---------- RECORD EXTRACTS
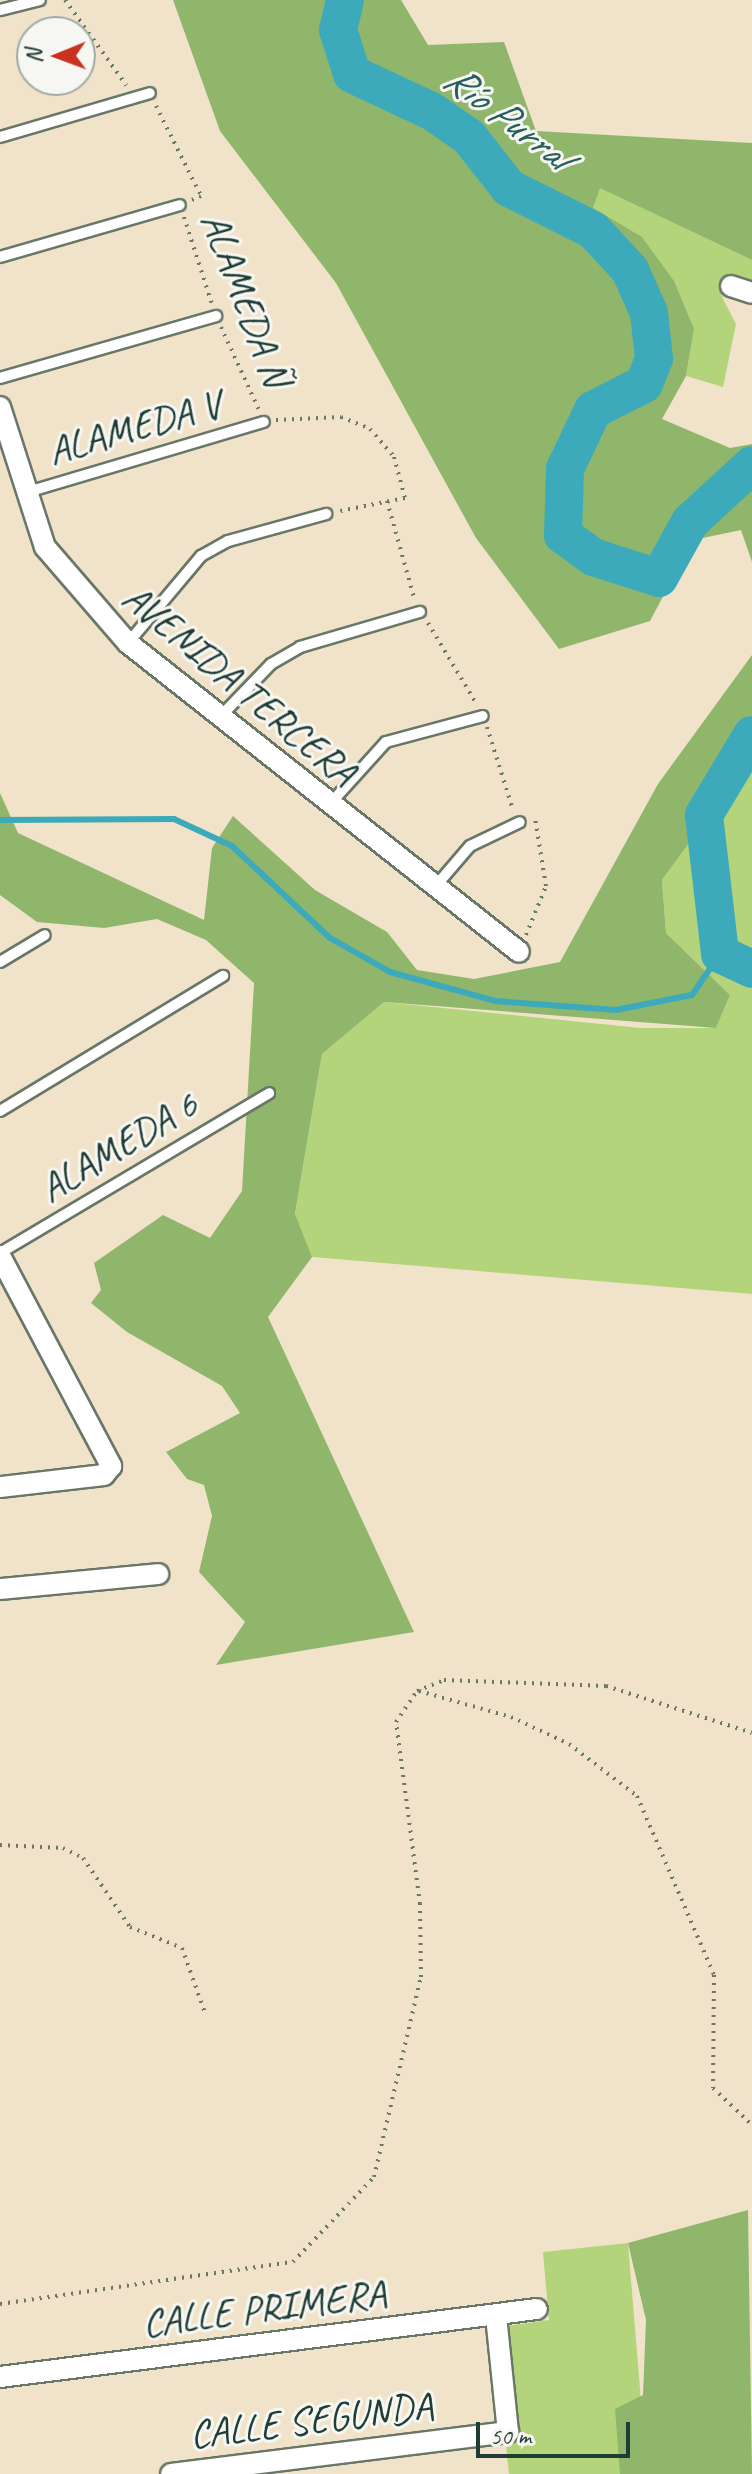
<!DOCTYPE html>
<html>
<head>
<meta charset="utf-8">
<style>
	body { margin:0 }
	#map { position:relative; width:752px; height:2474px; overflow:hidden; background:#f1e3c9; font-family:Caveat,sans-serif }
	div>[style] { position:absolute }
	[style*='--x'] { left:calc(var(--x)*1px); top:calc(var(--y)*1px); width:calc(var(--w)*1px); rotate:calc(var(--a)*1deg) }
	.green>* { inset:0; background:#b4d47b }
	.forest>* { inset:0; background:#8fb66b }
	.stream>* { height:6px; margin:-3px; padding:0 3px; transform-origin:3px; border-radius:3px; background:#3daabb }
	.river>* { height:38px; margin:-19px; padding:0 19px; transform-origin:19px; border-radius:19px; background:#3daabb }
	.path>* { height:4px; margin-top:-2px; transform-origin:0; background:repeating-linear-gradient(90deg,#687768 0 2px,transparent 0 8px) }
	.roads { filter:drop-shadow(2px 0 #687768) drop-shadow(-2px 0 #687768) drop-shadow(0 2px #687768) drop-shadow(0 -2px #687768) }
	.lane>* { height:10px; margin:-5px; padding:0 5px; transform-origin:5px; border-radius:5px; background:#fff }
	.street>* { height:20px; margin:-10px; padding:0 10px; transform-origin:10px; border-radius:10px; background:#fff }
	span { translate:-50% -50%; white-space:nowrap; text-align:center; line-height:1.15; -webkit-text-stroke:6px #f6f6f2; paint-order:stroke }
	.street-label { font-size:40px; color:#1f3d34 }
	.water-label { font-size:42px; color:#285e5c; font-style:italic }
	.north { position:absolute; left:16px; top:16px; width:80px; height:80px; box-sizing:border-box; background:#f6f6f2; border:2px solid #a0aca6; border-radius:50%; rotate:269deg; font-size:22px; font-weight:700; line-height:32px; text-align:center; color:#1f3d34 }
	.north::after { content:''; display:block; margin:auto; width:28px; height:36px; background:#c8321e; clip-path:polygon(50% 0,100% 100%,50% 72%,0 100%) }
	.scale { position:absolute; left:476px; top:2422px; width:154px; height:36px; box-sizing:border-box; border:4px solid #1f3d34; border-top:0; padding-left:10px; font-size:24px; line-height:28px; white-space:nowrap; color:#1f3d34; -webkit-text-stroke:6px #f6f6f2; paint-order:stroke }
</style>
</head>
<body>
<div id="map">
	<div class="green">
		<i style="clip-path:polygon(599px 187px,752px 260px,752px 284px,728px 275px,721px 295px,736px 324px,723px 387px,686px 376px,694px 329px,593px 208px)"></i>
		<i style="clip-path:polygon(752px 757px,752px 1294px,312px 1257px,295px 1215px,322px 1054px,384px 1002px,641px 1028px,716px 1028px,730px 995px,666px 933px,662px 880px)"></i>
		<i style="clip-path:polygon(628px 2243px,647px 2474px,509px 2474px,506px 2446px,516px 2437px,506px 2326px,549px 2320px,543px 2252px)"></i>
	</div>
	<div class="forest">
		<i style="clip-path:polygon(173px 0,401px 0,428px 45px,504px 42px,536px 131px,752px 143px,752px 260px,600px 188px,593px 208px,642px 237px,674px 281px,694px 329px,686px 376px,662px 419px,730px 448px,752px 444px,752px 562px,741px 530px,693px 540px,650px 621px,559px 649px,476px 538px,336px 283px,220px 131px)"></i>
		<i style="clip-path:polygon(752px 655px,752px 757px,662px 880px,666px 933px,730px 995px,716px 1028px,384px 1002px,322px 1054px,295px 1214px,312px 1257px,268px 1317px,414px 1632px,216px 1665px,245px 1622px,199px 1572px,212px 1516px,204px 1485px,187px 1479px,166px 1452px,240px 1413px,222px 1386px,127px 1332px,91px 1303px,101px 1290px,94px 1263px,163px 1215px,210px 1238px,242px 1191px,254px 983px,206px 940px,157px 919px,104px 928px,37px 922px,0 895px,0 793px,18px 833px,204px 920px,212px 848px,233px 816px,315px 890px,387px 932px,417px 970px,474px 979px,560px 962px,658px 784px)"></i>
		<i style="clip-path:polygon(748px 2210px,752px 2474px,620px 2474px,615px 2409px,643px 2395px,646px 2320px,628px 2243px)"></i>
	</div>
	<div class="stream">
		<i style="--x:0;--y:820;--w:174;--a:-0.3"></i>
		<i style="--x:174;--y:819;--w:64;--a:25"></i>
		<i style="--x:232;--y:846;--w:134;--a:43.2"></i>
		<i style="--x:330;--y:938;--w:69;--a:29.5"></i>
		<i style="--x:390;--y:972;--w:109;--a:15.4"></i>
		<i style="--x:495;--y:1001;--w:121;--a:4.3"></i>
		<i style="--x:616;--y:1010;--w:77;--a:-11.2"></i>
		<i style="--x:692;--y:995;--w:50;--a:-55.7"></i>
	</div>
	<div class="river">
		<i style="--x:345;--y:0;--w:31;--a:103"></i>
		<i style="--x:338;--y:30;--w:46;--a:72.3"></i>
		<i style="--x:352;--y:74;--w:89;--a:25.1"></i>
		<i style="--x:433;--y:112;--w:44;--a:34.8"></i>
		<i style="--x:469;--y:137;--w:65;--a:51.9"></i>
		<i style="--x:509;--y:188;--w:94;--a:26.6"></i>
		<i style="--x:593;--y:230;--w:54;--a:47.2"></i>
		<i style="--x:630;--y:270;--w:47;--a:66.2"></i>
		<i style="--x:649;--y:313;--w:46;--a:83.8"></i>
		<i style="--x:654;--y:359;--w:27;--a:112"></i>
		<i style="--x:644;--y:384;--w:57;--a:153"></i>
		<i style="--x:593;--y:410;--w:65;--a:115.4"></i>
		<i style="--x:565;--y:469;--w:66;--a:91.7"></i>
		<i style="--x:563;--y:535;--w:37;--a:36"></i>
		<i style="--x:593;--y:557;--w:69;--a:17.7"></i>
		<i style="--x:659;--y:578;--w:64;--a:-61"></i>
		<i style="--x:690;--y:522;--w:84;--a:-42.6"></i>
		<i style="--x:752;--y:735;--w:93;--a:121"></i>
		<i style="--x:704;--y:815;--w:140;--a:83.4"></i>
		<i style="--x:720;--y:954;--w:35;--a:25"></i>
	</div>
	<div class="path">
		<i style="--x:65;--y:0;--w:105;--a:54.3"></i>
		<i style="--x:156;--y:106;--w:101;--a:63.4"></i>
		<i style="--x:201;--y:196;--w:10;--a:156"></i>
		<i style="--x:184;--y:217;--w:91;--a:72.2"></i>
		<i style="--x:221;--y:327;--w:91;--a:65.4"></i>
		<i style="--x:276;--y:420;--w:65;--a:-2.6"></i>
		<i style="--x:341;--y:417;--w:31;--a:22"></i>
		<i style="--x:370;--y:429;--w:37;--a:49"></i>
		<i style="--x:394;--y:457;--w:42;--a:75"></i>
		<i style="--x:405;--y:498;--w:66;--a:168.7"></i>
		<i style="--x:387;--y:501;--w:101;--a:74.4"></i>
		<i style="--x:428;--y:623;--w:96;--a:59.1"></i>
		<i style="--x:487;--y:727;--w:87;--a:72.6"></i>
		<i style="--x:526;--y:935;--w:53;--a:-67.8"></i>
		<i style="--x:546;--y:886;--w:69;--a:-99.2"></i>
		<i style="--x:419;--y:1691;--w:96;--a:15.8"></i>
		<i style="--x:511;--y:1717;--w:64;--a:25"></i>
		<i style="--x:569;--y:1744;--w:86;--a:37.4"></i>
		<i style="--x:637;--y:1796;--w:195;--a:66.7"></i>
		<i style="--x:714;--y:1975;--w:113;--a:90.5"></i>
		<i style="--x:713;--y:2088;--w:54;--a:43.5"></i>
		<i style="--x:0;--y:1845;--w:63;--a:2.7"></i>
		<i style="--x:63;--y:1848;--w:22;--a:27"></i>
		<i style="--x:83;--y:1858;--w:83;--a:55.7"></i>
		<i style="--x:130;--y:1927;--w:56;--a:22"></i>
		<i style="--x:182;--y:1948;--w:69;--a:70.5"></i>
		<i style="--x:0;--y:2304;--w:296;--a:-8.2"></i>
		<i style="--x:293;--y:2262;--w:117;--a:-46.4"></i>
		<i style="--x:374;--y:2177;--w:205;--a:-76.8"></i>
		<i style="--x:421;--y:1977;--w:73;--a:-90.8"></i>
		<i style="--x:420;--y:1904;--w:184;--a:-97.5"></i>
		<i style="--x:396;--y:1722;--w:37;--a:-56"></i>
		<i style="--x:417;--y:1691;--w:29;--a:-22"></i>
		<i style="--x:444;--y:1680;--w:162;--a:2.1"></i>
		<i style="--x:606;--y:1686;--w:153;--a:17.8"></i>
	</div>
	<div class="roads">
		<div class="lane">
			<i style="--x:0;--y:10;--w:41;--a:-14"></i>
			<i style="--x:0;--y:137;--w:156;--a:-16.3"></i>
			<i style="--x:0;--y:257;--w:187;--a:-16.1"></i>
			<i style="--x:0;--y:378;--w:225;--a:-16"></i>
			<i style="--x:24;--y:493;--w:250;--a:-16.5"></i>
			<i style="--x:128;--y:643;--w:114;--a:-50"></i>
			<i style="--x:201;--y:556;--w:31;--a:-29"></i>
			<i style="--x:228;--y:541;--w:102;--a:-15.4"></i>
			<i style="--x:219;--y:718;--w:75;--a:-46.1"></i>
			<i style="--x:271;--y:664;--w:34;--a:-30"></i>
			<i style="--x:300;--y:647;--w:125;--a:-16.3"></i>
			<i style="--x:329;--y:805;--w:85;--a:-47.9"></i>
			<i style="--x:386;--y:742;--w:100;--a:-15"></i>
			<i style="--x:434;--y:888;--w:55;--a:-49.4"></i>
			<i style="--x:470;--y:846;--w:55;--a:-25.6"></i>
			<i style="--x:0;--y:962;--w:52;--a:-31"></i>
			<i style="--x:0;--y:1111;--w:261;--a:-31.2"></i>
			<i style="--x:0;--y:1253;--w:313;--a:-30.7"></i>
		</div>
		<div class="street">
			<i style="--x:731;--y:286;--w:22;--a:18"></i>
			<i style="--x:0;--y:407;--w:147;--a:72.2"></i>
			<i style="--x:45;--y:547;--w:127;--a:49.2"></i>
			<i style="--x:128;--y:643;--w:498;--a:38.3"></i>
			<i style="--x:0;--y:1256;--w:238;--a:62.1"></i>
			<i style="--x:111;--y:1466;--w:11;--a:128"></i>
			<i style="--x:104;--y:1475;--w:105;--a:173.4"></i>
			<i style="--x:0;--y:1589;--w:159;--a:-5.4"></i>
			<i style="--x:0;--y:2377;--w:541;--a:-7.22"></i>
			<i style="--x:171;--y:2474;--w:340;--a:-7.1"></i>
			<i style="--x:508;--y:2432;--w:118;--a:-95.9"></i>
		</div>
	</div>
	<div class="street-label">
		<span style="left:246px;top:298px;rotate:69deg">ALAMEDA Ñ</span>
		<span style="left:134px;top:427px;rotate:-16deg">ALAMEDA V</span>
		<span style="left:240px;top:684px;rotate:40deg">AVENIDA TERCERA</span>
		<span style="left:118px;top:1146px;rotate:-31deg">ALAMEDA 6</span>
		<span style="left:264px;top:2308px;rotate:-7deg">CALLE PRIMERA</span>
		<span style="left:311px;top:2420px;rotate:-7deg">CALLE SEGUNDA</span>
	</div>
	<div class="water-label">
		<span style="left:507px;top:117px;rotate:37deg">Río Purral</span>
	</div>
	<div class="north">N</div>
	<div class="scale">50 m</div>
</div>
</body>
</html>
--------------------
---------- RECORD EXTRACTS
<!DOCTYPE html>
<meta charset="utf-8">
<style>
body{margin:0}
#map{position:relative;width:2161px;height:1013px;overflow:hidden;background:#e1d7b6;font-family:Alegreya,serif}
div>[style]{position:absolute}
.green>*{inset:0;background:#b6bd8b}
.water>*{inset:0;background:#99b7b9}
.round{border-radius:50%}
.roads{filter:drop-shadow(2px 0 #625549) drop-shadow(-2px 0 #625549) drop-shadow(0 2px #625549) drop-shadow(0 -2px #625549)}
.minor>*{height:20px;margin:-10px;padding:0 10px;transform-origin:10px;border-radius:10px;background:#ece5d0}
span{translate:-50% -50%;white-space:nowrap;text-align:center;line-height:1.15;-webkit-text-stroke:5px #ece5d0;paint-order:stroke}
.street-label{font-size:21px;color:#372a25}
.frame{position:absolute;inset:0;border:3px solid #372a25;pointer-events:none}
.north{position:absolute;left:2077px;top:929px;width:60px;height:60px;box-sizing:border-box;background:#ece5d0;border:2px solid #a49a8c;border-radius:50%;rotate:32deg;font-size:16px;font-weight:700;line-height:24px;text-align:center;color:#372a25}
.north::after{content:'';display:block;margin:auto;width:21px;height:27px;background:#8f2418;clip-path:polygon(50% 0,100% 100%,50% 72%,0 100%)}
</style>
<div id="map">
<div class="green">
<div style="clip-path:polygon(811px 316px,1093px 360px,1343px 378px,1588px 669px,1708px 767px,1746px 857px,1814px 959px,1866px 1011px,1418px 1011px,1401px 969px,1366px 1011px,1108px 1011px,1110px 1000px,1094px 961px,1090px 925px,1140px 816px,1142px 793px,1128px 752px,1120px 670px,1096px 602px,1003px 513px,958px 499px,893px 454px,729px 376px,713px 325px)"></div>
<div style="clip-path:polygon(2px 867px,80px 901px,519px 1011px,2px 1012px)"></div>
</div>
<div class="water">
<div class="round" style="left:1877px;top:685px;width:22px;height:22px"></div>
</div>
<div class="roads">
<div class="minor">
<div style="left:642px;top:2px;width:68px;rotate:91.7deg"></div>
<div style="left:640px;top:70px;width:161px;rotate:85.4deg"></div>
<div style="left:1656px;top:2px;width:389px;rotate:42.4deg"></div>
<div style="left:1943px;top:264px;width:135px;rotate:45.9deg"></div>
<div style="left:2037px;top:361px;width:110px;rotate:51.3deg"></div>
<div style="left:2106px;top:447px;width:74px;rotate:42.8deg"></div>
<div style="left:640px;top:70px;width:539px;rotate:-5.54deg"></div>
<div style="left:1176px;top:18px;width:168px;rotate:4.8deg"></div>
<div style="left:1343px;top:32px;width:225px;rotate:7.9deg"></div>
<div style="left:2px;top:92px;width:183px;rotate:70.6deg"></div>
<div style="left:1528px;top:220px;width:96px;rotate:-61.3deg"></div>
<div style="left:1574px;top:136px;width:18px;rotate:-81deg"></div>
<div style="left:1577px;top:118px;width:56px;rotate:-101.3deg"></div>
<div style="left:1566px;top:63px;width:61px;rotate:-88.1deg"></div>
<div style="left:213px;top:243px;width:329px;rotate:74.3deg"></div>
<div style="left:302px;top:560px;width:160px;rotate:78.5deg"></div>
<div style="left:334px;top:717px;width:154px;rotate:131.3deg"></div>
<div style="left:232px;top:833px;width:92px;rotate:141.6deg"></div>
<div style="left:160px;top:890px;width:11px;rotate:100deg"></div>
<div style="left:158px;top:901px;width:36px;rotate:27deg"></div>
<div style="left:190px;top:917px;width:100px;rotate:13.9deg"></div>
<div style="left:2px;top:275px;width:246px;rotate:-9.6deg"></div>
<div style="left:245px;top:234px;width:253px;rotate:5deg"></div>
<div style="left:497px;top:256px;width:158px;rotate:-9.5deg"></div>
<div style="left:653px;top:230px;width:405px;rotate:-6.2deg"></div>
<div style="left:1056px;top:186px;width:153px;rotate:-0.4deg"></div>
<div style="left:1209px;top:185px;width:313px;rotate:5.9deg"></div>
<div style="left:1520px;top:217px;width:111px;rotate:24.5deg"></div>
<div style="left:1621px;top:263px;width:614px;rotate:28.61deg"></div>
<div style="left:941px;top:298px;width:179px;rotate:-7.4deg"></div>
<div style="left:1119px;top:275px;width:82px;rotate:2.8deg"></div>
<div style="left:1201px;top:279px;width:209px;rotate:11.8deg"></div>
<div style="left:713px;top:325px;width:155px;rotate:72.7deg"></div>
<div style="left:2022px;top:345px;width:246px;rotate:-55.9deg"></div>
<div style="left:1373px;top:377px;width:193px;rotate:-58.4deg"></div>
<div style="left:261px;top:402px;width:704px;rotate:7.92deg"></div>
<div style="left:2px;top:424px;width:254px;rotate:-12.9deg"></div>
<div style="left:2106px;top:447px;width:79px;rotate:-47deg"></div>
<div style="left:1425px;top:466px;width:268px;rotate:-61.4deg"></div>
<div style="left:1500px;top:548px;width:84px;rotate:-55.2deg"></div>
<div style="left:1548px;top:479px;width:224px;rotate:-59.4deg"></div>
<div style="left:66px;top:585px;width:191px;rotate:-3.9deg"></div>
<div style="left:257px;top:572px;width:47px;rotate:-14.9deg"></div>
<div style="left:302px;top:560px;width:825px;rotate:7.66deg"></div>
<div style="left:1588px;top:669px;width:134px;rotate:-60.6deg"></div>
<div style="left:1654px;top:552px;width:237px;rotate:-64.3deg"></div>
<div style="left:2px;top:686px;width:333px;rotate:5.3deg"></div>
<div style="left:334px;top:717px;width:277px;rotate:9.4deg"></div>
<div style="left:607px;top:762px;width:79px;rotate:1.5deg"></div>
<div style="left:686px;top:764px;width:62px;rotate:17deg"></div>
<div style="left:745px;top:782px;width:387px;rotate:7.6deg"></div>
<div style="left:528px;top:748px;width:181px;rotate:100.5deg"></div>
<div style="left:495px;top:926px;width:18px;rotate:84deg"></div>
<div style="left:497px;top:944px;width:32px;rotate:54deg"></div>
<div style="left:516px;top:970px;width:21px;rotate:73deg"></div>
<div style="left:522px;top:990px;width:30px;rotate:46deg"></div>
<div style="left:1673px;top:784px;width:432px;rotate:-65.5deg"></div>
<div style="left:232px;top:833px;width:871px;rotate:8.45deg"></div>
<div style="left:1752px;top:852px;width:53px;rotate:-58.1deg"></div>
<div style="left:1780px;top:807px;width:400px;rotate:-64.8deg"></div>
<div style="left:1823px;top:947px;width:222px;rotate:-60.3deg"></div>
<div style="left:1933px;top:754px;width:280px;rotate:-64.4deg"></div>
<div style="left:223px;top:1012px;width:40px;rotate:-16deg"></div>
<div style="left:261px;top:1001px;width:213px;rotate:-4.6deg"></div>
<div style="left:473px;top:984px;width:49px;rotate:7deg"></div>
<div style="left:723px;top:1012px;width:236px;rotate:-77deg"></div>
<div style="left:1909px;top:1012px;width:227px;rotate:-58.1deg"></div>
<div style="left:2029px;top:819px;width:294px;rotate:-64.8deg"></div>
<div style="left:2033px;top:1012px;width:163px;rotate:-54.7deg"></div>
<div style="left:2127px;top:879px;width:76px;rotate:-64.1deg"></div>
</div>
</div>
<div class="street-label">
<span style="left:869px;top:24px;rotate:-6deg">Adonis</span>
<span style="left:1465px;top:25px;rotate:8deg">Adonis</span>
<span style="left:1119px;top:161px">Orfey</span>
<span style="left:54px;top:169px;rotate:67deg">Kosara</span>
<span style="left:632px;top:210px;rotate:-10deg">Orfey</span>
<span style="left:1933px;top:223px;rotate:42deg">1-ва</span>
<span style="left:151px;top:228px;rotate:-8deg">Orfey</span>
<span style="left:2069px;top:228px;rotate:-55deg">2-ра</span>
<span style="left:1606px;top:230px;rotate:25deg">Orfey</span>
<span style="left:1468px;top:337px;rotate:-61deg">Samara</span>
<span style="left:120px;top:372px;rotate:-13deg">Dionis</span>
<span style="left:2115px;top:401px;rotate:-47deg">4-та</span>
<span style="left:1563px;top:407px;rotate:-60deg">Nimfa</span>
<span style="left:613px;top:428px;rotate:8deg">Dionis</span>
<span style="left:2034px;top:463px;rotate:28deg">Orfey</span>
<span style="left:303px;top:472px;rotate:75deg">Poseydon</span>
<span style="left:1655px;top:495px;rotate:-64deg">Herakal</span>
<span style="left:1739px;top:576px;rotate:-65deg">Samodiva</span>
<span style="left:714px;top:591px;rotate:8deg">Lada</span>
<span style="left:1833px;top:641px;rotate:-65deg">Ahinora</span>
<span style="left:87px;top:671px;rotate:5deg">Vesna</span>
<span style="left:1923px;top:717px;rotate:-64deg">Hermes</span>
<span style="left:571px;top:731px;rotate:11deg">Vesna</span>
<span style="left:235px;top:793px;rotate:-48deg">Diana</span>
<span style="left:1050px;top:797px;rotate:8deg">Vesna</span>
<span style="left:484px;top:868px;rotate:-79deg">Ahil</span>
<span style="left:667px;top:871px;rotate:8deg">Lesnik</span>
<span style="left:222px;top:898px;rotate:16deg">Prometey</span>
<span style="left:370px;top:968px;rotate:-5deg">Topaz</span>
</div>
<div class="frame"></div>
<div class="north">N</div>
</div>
--------------------
Filter the entries above and keep only the lines with the word "lane".

# OUTPUT FOR THIS TASK
	.lane>* { height:10px; margin:-5px; padding:0 5px; transform-origin:5px; border-radius:5px; background:#fff }
		<div class="lane">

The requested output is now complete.